## Problem:
Find every line in the records below that holds the word "column", and copy each one.

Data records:
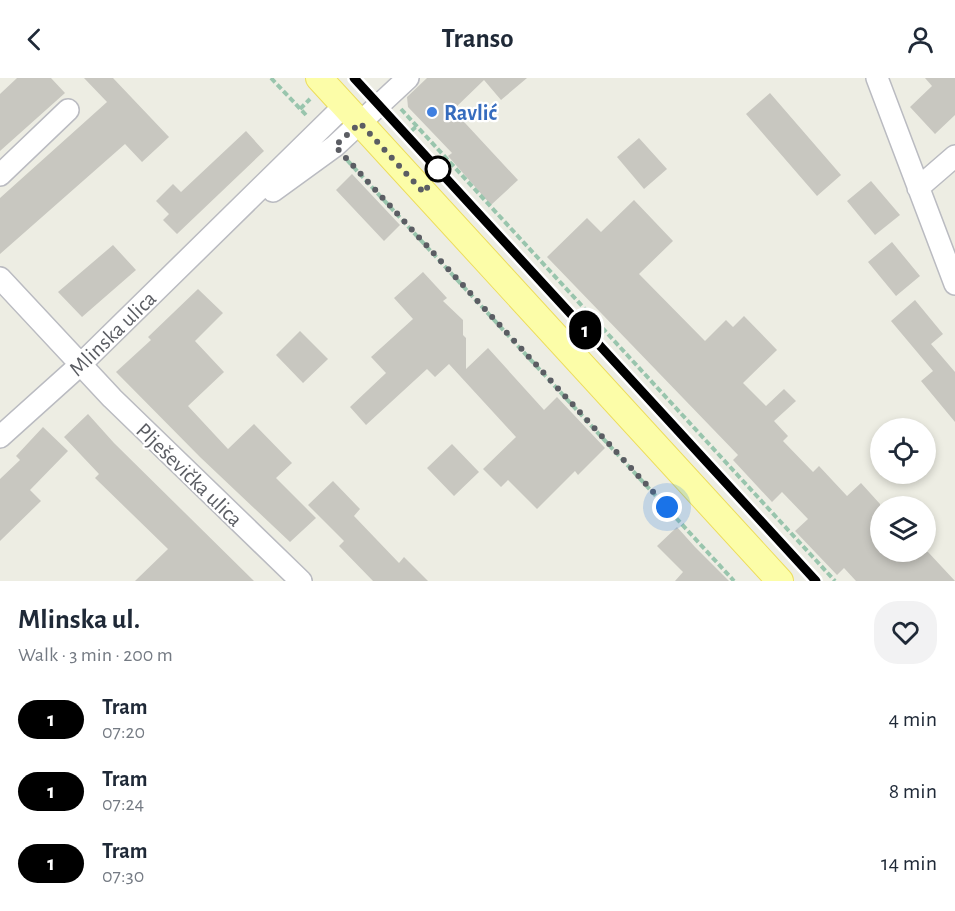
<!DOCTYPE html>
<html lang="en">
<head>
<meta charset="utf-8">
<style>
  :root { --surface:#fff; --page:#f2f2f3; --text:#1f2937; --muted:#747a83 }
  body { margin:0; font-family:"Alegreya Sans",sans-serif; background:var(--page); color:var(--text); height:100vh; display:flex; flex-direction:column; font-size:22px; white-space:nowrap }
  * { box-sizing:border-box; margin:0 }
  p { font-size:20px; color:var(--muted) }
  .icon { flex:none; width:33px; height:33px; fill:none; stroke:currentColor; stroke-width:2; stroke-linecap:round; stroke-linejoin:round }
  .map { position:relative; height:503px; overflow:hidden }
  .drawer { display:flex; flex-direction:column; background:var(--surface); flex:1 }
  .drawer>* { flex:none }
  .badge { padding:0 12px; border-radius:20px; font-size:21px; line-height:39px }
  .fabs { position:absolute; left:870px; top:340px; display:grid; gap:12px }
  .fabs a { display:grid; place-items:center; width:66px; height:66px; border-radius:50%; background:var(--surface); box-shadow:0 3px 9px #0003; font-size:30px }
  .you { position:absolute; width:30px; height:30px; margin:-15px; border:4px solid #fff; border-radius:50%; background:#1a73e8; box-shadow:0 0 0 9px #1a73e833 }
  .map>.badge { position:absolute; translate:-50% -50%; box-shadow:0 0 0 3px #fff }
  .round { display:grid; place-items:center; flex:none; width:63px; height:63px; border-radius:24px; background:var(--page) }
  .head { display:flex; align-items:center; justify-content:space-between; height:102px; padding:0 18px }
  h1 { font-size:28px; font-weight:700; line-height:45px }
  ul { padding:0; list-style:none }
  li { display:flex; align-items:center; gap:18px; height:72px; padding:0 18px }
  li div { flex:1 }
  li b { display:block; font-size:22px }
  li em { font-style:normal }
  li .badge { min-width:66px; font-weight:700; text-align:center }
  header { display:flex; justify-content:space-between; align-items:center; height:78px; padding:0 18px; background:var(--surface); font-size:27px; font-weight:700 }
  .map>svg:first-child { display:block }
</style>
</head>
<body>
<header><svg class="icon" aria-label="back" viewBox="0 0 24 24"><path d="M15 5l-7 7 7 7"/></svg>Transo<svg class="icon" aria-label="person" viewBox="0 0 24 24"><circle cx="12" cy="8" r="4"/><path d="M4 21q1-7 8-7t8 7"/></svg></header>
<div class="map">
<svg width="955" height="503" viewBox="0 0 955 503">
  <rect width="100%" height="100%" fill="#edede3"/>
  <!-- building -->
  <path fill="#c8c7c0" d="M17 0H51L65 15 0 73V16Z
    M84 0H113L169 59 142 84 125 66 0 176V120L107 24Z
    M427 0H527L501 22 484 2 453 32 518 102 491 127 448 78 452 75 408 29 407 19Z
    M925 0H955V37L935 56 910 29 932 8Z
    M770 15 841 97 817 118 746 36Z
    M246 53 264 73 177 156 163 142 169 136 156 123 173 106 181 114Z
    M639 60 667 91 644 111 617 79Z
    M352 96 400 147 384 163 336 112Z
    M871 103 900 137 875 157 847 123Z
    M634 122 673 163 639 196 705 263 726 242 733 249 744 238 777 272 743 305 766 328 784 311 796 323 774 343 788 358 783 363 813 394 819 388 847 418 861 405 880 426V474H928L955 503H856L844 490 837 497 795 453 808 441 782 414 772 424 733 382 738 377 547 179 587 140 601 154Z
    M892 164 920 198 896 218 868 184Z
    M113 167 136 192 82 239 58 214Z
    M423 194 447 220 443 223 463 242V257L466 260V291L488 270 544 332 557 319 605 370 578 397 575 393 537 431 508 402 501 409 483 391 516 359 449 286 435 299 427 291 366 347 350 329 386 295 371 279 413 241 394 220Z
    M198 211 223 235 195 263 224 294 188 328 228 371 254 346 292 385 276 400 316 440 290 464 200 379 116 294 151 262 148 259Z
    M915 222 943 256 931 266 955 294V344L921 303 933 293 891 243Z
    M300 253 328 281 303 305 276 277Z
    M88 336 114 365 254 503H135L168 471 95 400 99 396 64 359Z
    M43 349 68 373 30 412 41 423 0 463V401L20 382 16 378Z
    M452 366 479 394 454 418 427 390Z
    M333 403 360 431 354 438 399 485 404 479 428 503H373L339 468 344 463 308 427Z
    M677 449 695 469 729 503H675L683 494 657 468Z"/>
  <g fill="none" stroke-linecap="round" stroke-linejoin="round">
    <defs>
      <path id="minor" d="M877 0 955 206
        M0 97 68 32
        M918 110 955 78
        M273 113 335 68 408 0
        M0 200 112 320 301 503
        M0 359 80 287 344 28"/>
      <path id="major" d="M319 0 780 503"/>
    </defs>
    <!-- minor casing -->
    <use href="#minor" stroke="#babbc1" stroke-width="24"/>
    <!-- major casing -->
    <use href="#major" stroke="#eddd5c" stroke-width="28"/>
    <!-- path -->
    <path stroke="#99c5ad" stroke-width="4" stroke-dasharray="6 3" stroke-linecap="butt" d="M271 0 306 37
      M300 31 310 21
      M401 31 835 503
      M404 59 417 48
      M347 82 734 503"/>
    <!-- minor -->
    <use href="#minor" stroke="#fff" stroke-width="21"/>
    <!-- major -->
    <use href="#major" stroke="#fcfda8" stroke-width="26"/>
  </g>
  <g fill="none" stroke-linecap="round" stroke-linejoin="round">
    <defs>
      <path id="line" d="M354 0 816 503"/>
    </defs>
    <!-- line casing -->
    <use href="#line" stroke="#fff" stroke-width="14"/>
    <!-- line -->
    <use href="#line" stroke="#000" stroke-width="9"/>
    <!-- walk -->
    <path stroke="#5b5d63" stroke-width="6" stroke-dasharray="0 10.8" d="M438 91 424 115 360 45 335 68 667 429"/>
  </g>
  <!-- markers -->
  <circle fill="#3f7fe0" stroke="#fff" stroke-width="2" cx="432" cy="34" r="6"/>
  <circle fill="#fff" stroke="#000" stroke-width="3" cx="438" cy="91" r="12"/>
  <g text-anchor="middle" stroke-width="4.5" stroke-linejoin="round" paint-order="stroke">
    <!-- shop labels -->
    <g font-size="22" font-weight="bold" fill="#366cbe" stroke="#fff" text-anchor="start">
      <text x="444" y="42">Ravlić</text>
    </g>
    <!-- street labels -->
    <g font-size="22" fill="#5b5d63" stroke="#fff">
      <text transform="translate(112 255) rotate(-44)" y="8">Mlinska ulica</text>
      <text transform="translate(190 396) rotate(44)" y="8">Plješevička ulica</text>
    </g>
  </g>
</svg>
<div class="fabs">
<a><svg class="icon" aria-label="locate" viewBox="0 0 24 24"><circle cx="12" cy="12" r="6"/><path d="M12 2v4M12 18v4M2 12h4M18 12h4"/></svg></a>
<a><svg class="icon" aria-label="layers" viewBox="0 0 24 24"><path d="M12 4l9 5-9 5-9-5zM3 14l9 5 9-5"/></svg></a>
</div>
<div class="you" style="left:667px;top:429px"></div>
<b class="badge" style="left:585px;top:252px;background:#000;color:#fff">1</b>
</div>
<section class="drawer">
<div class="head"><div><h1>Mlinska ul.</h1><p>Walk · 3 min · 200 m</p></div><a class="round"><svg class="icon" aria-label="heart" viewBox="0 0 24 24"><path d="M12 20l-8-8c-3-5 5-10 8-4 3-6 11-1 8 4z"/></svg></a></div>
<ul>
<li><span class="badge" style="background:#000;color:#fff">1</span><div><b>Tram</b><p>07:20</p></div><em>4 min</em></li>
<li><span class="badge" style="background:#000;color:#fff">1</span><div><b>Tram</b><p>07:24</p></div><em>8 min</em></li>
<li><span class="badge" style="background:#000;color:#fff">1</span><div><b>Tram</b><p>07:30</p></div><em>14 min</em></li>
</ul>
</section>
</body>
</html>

## Task response:
  body { margin:0; font-family:"Alegreya Sans",sans-serif; background:var(--page); color:var(--text); height:100vh; display:flex; flex-direction:column; font-size:22px; white-space:nowrap }
  .drawer { display:flex; flex-direction:column; background:var(--surface); flex:1 }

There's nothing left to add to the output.